DiMuzio took her contribution a step further. She decided that, on her string of lights, she would include a fitting message: “Love lives here.”
“I’m a go-big-or-go-home kind of person,” she said. “I stayed up all night bending dry cleaning coat hangers. It was crazy, but it worked.”
Before the pandemic, DiMuzio and her wife were contemplating moving to a new area, hoping for a house with more space and a bigger yard. But once they saw how the neighborhood came together to support one of their own, the couple decided to stay.
“You’re not going to find this community just anywhere,” DiMuzio said, estimating that of the hundreds of red-brick rowhouses that make up the neighborhood, at least 75% of residents participated in the entirely unplanned light display.
Although it started on Dunkirk Road, other streets in the area were soon lined with lights, too, and each block had its own character. While some showcased classic white lights, others opted for colorful or twinkly bulbs.

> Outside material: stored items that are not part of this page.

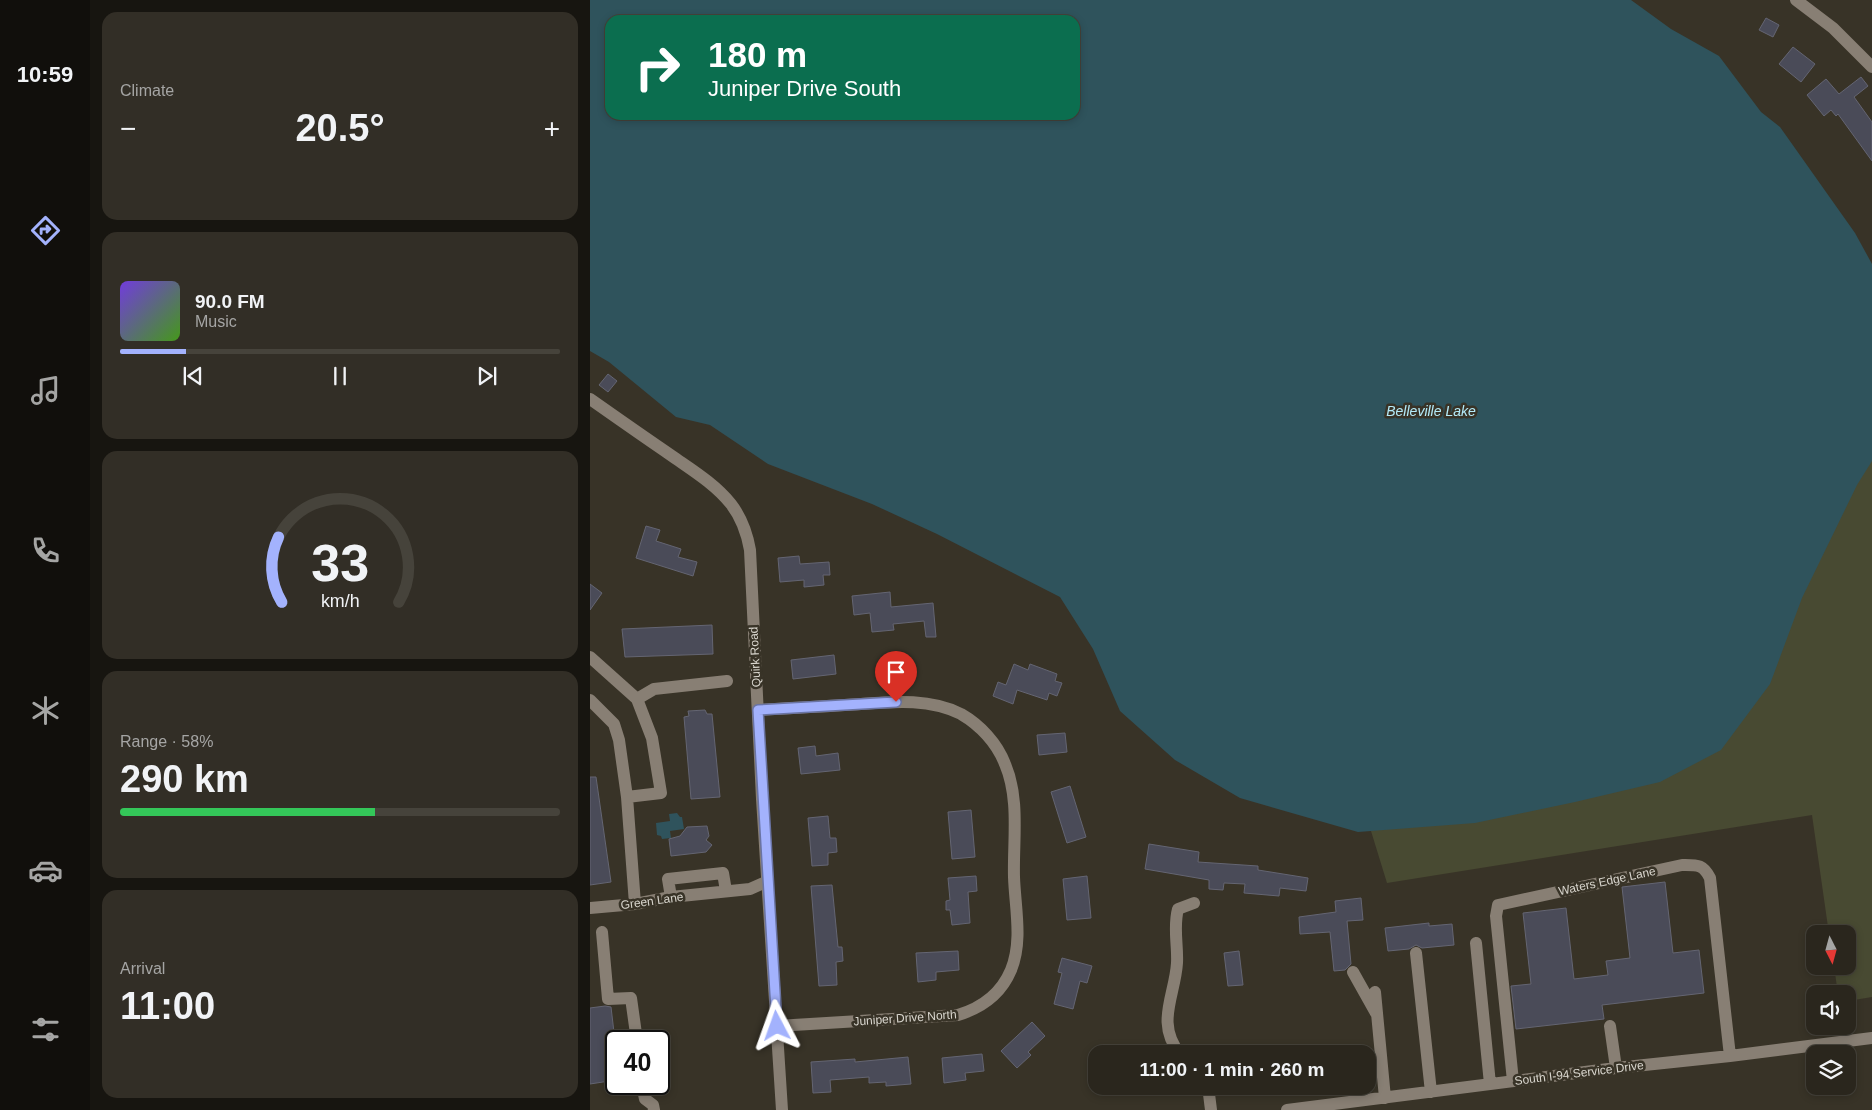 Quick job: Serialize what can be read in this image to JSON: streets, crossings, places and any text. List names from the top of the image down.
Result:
{
  "streets": {
    "street": [
      "Quirk Road",
      "Waters Edge Lane",
      "Green Lane",
      "Juniper Drive North",
      "South I-94 Service Drive"
    ]
  },
  "crossings": [
    ["Quirk Road", "Green Lane"],
    ["Quirk Road", "Juniper Drive North"],
    ["Waters Edge Lane", "South I-94 Service Drive"]
  ],
  "water": ["Belleville Lake"],
  "north": "bottom",
  "page": {
    "tabs": "10:59",
    "tile": [
      "Climate",
      ["Range · 58%", "290 km"],
      ["Arrival", "11:00"]
    ],
    "turn": ["180 m", "Juniper Drive South"],
    "heat": ["−", "20.5°", "+"],
    "song": ["90.0 FM", "Music"],
    "limit": "40",
    "trip": "11:00 · 1 min · 260 m",
    "gauge": ["33", "km/h"]
  }
} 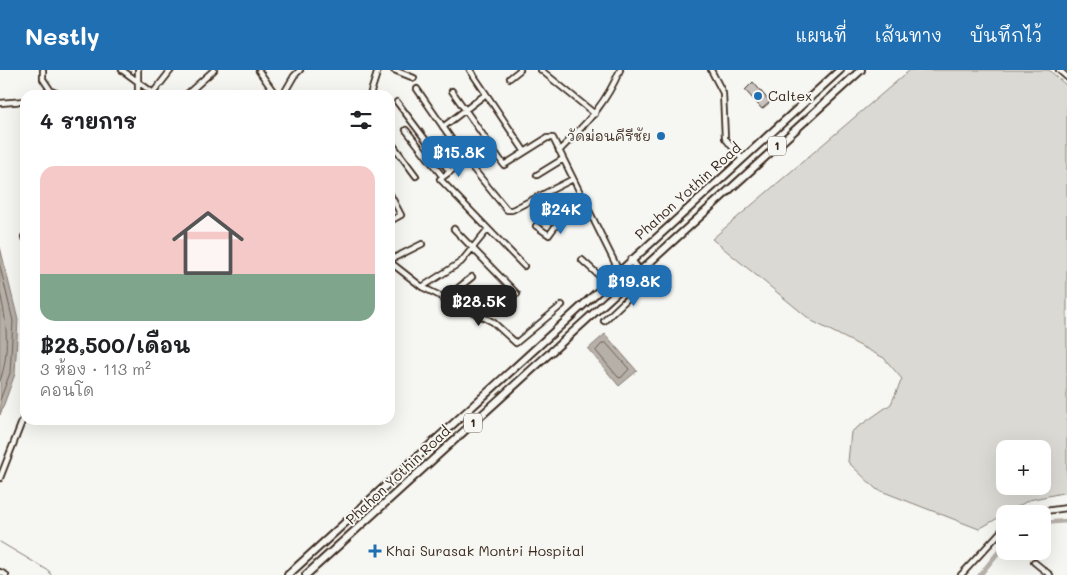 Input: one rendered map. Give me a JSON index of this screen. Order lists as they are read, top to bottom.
{
  "streets": {
    "highway": ["1", "Phahon Yothin Road"]
  },
  "places": {
    "other": ["Caltex", "วัดม่อนคีรีชัย"],
    "health": ["Khai Surasak Montri Hospital"]
  },
  "page": {
    "header": "Nestly",
    "nav": ["แผนที่", "เส้นทาง", "บันทึกไว้"],
    "heading": "4 รายการ",
    "price": [
      "฿15.8K",
      "฿24K",
      "฿19.8K",
      "฿28.5K"
    ],
    "list": [
      {
        "name": "฿28,500/เดือน",
        "note": "3 ห้อง · 113 m² · คอนโด"
      }
    ],
    "map_buttons": ["+", "−"]
  }
} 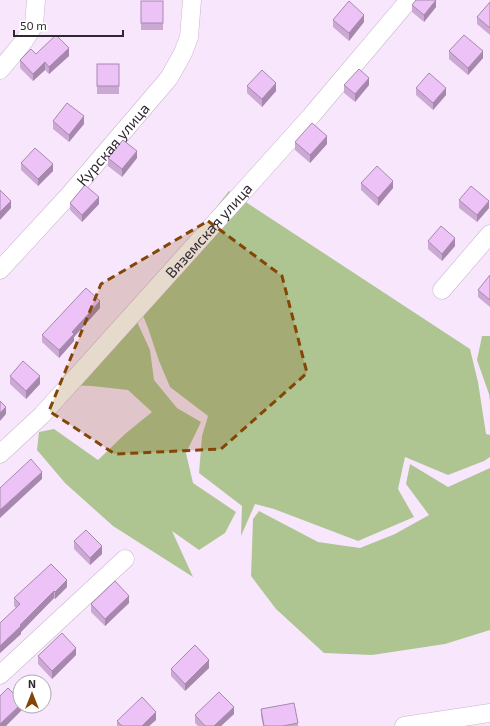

Megan Wilberton, a middle school teacher who lives on Murdock Road with her husband and two children, quickly got on board.
“It was unbelievable,” said Wilberton, who recently shared the story in a Facebook post. “It just blossomed into this amazing community effort.”
“It’s the best neighborhood,” she added. “Everybody is friendly and helpful and loving and kind.”
For Riggs, the sea of light symbolizes exactly that.
“It really does represent a connection that we are feeling,” he said. “This is a very special neighborhood, and this is a physical manifestation of that.”
The collective display resonated so deeply that the neighborhood agreed to do it again this year, and every year to come, pandemic or otherwise.
On Nov. 21, Rodgers Forge residents hung their lights together.
“We made a party of it,” Riggs said.
To emphasize their commitment to the project, and ease the process going forward, neighbors drilled anchors into the brick of their homes and attached the light strands to metal cable wires to make them more secure. They also added more signs to go along with the original “love lives here” motto, including one that says “dream” and another that says “believe.”
“It’s been a bright spot, truly,” Riggs said.
But the impromptu effort has perhaps had the most profound impact on the person for whom it was originally intended.
“It made me look up, literally and figuratively, above all the things that were dragging me down,” Morton said. “It was light pushing back the darkness.”